6b and a canal 16 extending to the outside is formed. The vertical axle according to any one of claims 4 to 6. 8. Claim 1, characterized in that the interior space part 9a filled with a medium is separated from the interior space part 9b not filled with a medium by a wall that flexes under the pressure of the medium.

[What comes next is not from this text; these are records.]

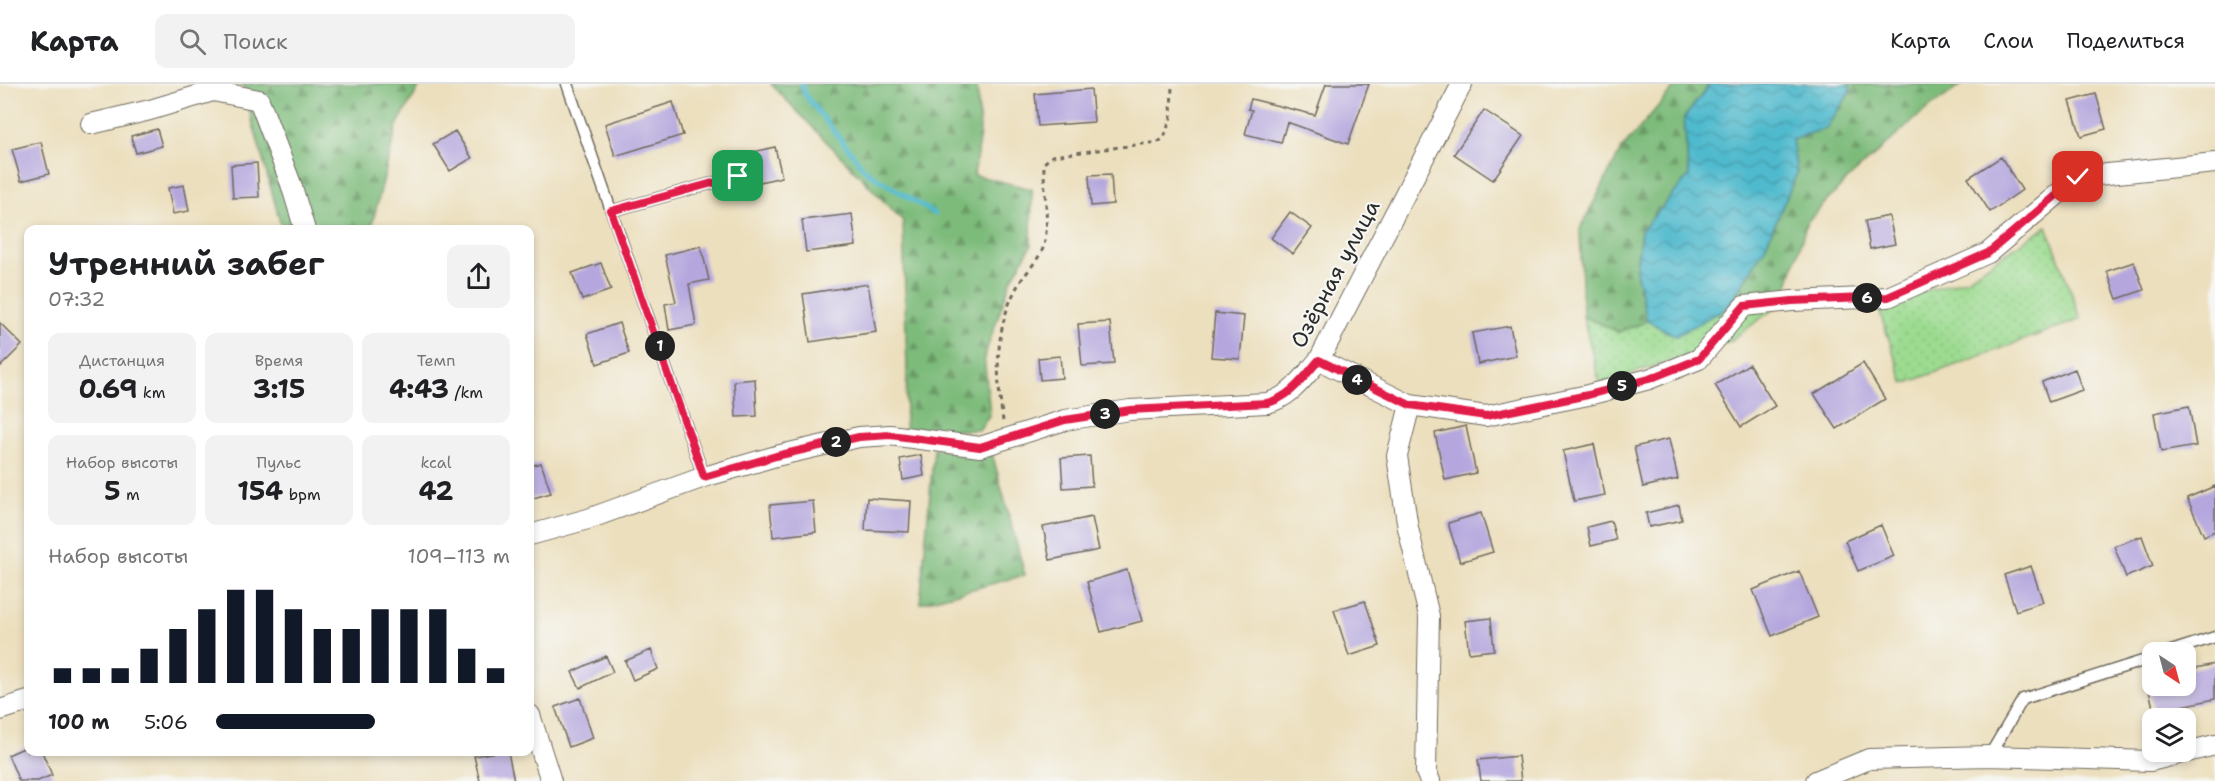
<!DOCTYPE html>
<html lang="ru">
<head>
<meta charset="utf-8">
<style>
  body { margin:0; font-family:"Shantell Sans",sans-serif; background:#f2f2f2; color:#202124; height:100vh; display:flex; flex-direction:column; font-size:22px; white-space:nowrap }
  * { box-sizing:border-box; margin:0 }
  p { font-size:20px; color:#757577 }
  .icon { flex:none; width:33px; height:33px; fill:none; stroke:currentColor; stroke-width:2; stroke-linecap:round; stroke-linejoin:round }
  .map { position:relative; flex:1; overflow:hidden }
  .side { position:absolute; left:24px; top:141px; width:510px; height:531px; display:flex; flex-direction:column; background:#fff; border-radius:12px; box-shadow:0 3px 9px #0003 }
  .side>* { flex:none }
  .needle { width:39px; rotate:144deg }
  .fabs { position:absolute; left:2142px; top:558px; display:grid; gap:12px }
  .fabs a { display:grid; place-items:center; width:54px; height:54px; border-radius:12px; background:#fff; box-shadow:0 3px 9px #0003; font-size:30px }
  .pin { position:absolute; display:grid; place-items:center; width:51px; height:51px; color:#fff; margin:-26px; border-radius:12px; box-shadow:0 3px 9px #0006 }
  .km { position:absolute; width:30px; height:30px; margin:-15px; border-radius:50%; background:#222; color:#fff; font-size:16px; line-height:30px; text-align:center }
  .round { display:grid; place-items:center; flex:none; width:63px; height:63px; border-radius:12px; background:#f2f2f2 }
  .headline { display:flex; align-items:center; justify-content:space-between; height:102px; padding:0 24px }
  h1 { font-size:33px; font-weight:700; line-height:45px }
  .stats { display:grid; grid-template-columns:repeat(3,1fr); gap:9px; height:102px; padding:6px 24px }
  .stats div { display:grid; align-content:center; border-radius:12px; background:#f2f2f2; text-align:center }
  .stats b { font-size:26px; font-weight:700 }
  .stats small { font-size:16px; font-weight:400 }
  .stats p { font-size:16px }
  .chart { height:168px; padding:12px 24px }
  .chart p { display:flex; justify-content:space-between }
  .chart svg { width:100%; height:108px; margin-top:6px; stroke:#111827; stroke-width:6 }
  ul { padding:0 24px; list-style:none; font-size:20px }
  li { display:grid; grid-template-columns:96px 72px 1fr; align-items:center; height:45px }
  li i { height:15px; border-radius:8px; background:#111827 }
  header { display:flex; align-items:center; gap:36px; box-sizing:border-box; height:84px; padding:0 30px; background:#fff; border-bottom:2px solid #e0e0e0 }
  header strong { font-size:28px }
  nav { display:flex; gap:33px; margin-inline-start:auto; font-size:21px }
  .search { width:420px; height:54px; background:#f2f2f2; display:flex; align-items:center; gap:15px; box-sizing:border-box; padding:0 21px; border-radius:12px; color:#757577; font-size:22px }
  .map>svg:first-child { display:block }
  .grass { fill:url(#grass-dots); stroke:#64835e; stroke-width:1.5 }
  .forest { fill:url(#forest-firs); stroke:#547352; stroke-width:1.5 }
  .water { fill:url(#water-waves); stroke:#3e727c; stroke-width:1.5 }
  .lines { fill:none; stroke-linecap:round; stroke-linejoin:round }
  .stream { stroke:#50bacd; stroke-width:5 }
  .building { fill:#b5a7de }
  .lane-casing { stroke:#6f6a5e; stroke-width:13 }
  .street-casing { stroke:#6f6a5e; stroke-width:22 }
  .path { stroke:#6f6a5e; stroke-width:3; stroke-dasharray:4.5 4.5; stroke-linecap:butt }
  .lane { stroke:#fff; stroke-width:10 }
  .street { stroke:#fff; stroke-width:20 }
  .route-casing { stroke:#fff; stroke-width:12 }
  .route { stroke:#e11d48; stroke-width:8 }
  .labels { text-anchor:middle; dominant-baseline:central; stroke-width:4.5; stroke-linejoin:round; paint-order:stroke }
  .street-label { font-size:22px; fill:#2b2b2b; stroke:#f6f6f2 }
</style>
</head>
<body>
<header>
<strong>Карта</strong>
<div class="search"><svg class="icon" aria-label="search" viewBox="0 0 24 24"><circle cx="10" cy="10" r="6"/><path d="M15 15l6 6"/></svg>Поиск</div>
<nav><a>Карта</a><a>Слои</a><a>Поделиться</a></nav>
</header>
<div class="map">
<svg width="2215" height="697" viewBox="0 0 2215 697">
  <defs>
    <pattern id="grass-dots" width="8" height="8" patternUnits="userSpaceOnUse" patternTransform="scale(1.5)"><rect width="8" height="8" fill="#9cdb90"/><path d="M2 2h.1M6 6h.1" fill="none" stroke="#87bc7c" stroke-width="1.8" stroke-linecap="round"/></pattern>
    <pattern id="forest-firs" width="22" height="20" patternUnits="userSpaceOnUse" patternTransform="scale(1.5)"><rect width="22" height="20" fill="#7dbb7a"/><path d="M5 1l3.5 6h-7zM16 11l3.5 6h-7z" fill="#679864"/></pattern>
    <pattern id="water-waves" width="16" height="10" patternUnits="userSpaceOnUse" patternTransform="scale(1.5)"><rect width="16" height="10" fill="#50bacd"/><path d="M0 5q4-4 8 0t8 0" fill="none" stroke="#4397a7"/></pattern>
  </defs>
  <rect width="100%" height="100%" fill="#f6f6f2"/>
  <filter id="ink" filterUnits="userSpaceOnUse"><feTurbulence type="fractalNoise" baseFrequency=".0167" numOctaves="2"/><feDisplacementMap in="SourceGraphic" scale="12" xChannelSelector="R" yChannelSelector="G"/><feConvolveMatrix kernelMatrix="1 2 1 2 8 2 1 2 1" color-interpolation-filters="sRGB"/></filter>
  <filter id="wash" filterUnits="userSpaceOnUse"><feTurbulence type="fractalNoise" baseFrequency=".008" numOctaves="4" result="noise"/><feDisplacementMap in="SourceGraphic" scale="24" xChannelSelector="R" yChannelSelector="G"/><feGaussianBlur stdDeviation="1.35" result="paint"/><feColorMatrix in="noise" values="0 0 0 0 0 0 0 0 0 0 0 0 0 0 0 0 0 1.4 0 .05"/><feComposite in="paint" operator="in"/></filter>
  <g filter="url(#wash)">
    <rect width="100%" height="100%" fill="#ecdfbd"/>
    <path class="grass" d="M 2047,142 L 2081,235 L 1904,300 L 1877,220 L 1967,195 Z
      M 1783,218 L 1730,257 L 1600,300 L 1583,232 L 1619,248 L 1647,237 L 1676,252 L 1728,223 Z"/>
    <path class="forest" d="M 242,0 L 421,0 L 397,41 L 371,145 L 282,145 Z
      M 771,0 L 977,0 L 980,48 L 974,91 L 1032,105 L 1031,162 L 1011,196 L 984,273 L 990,330 L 979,346 L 905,346 L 907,287 L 903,137 Z
      M 1677,0 L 1710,0 L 1684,34 L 1689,92 L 1641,147 L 1636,186 L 1647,237 L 1619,248 L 1583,232 L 1580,145 L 1621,66 Z
      M 1848,0 L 1963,0 L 1923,28 L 1848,95 L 1807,138 L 1783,218 L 1728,223 L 1765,163 L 1797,89 L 1792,56 L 1826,44 L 1851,7 Z
      M 934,364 L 992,369 L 1025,491 L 920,519 Z"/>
    <path class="water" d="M 1710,0 L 1848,0 L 1851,7 L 1826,44 L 1792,56 L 1797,89 L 1765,163 L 1728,223 L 1676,252 L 1647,237 L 1636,186 L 1641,147 L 1689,92 L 1684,34 Z"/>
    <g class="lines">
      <path class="stream" d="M 802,0 L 805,11 L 866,87 L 935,130"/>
    </g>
    <g id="blocks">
      <path class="building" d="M 1326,0 L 1369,0 L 1348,60 L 1287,38 L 1281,59 L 1245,50 L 1252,26 L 1248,25 L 1251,15 L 1315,31 Z
        M 1091,5 L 1094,38 L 1038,42 L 1035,10 Z
        M 2096,10 L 2106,45 L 2081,52 L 2070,17 Z
        M 673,18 L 683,51 L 615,72 L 605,40 Z
        M 1484,26 L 1523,52 L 1493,96 L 1454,70 Z
        M 157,45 L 162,62 L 136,69 L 131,52 Z
        M 455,47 L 472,74 L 450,87 L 433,60 Z
        M 41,58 L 49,90 L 21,97 L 12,65 Z
        M 775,63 L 782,93 L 760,98 L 753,68 Z
        M 2001,73 L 2022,106 L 1990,128 L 1968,94 Z
        M 257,79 L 259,113 L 233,114 L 231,81 Z
        M 1111,90 L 1113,120 L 1091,122 L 1089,91 Z
        M 184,101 L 189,127 L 173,130 L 168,104 Z
        M 1290,128 L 1312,144 L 1293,170 L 1271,154 Z
        M 852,130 L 856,162 L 806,168 L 802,136 Z
        M 1889,132 L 1895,160 L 1870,165 L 1865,137 Z
        M 701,162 L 709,196 L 689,200 L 696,241 L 669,246 L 665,220 L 676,218 L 665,171 Z
        M 2134,178 L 2144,206 L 2117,215 L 2107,187 Z
        M 601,179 L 611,206 L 582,216 L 572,189 Z
        M 868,200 L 876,248 L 810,258 L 803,210 Z
        M 1215,229 L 1244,232 L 1240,275 L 1211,273 Z
        M 1110,238 L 1114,280 L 1082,282 L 1078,240 Z
        M 0,239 L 22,261 L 0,283 Z
        M 619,239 L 629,269 L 597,280 L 587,250 Z
        M 1510,242 L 1516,272 L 1478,280 L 1472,249 Z
        M 1060,272 L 1062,294 L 1040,296 L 1038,274 Z
        M 1863,279 L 1885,315 L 1837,345 L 1814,310 Z
        M 1749,280 L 1775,322 L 1741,343 L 1715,301 Z
        M 2075,285 L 2082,306 L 2049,318 L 2042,298 Z
        M 755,295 L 757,332 L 736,333 L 734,297 Z
        M 2189,322 L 2196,362 L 2161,368 L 2154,329 Z
        M 1466,342 L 1476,389 L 1445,396 L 1435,349 Z
        M 1669,355 L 1678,395 L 1643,403 L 1634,363 Z
        M 1594,360 L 1605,411 L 1574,417 L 1563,367 Z
        M 921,371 L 924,392 L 903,396 L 900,375 Z
        M 1090,372 L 1092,402 L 1063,404 L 1061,374 Z
        M 541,379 L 551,409 L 530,415 L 530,382 Z
        M 2215,402 L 2215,447 L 2204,452 L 2187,414 Z
        M 867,414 L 911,417 L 909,448 L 865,446 Z
        M 813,417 L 816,448 L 773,453 L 770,421 Z
        M 1679,421 L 1682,436 L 1649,443 L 1646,429 Z
        M 1481,429 L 1493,468 L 1460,478 L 1448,439 Z
        M 1092,433 L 1099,466 L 1050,476 L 1043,443 Z
        M 1611,437 L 1616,456 L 1591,462 L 1587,443 Z
        M 1881,441 L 1894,472 L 1858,487 L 1845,457 Z
        M 2142,452 L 2153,482 L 2126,493 L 2114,462 Z
        M 2031,482 L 2043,518 L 2016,527 L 2004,491 Z
        M 1127,486 L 1142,537 L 1101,548 L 1087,498 Z
        M 1799,487 L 1818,533 L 1772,552 L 1753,506 Z
        M 1365,517 L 1380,562 L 1349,572 L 1334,526 Z
        M 1491,534 L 1494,566 L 1469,569 L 1465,537 Z
        M 651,566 L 658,585 L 633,596 L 625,577 Z
        M 606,572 L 613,588 L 580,604 L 572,588 Z
        M 2215,580 L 2215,615 L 2154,628 L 2148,602 L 2186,602 L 2186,586 Z
        M 580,614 L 593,654 L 569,663 L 555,623 Z
        M 28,662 L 28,668 L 42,668 L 52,691 L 38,697 L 19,697 L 8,671 Z
        M 497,668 L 508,668 L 514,697 L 480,697 L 474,672 Z
        M 1518,672 L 1521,697 L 1481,697 L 1478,676 Z"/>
    </g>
  </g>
  <g filter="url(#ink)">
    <use href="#blocks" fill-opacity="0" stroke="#6f6a5e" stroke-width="1.5"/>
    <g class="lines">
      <defs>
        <path id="lane" d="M 567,0 L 704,393
          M 611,127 L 738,92
          M 2168,568 L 2215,553
          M 1989,672 L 2023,615 L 2152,574"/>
        <path id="street" d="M 91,40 L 150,26 L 213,7 L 259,16 L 291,100 L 305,146
          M 1319,276 L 1410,321 L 1486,332 L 1588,311 L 1649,295 L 1699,275 L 1744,222 L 1792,217 L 1888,213 L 1988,169 L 2078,93 L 2215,79
          M 1410,321 L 1397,372 L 1408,444 L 1429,532 L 1426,688 L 1430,697
          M 530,451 L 588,435 L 704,393 L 776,372 L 859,353 L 890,351 L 980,363 L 1065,336 L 1130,326 L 1267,319 C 1291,313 1303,294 1319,276 L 1462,0
          M 0,626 L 28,617
          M 530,631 L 551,697
          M 1816,697 L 1869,675 L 1989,672 L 2150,677 L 2215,661"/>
      </defs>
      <use href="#lane" class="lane-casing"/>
      <use href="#street" class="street-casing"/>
      <path class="path" d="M 1003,337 C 996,291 994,245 1017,203 C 1024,190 1041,174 1044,161 C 1050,138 1043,103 1044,79 L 1052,72 L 1158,58 L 1164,54 L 1171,33 L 1172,0"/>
      <use href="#lane" class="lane"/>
      <use href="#street" class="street"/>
    </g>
  </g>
  <g class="lines" filter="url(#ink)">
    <defs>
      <path id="route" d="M 738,92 L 611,127 L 704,393 L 776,372 L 859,353 L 890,351 L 980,363 L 1065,336 L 1130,326 L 1267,319 C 1291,313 1303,294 1319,276 L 1410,321 L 1486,332 L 1588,311 L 1649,295 L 1699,275 L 1744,222 L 1792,217 L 1888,213 L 1988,169 L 2078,93"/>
    </defs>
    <use href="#route" class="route-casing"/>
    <use href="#route" class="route"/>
  </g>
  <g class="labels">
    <g class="street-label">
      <text transform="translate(1335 190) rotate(-62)">Озёрная улица</text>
    </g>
  </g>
</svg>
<div class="fabs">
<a><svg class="needle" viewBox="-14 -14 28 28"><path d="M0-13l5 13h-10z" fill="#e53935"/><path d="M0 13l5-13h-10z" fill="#757577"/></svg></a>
<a><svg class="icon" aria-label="layers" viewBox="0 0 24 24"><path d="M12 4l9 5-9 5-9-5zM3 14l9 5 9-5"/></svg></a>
</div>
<div class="pin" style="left:738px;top:92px;background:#1e9e55"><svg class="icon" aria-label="arrive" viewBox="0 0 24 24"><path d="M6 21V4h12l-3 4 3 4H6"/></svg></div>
<div class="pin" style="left:2078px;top:93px;background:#d93025"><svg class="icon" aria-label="check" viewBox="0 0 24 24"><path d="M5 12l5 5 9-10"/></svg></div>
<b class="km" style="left:660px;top:262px">1</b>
<b class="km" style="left:836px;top:358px">2</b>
<b class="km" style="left:1105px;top:330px">3</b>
<b class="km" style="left:1357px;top:296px">4</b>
<b class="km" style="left:1622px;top:302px">5</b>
<b class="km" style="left:1867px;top:214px">6</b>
<section class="side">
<div class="headline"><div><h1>Утренний забег</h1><p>07:32</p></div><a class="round"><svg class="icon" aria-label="share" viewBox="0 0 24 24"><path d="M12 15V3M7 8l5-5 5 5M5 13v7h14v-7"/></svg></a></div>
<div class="stats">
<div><p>Дистанция</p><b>0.69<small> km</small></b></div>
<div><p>Время</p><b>3:15</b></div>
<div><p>Темп</p><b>4:43<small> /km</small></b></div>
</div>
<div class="stats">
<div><p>Набор высоты</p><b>5<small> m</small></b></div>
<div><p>Пульс</p><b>154<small> bpm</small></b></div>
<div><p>kcal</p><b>42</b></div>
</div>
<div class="chart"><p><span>Набор высоты</span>109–113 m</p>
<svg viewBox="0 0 160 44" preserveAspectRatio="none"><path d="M5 44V38M15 44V38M25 44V38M35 44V30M45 44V22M55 44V14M65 44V6M75 44V6M85 44V14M95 44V22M105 44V22M115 44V14M125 44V14M135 44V14M145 44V30M155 44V38"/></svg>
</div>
<ul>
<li><b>100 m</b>5:06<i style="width:54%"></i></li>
</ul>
</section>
</div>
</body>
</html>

Vertical axle as described in section. 9. Claim 8, characterized in that the wall is a piston 10 that can slide within the inner pipe 4.
Vertical axle as described in section. 10. Longitudinal axle according to claim 8, characterized in that the wall is a membrane that ruptures when the pressure of the medium increases. 11 Canal 1 through which the internal space portion 9b, which is not filled with viscous medium, passes through the coupling stud 2a.
The longitudinal axle according to any one of claims 8 to 10, characterized in that the longitudinal axle is in communication with the outside air through the longitudinal axle. 12 Near both ends of the shaft portion 1, there is a free end of one pipe 4 or a receiver 4c formed thereon.
A compression coil spring 1 is inserted between the joint stud 3a or a receiver attached to another pipe 5, respectively.
12. The vertical axle according to any one of claims 8 to 11, characterized in that the longitudinal axle is provided with: 3 and 12. 13. The longitudinal axle according to any one of claims 1 to 12, characterized in that at least one joint is a synchronous sliding joint. 14. The longitudinal axle according to any one of claims 1 to 13, characterized in that the pipes 4, 5 are provided with uneven surfaces or holes or slits. 15. The longitudinal axle according to any one of claims 1 to 14, characterized in that the viscous medium is silicone oil.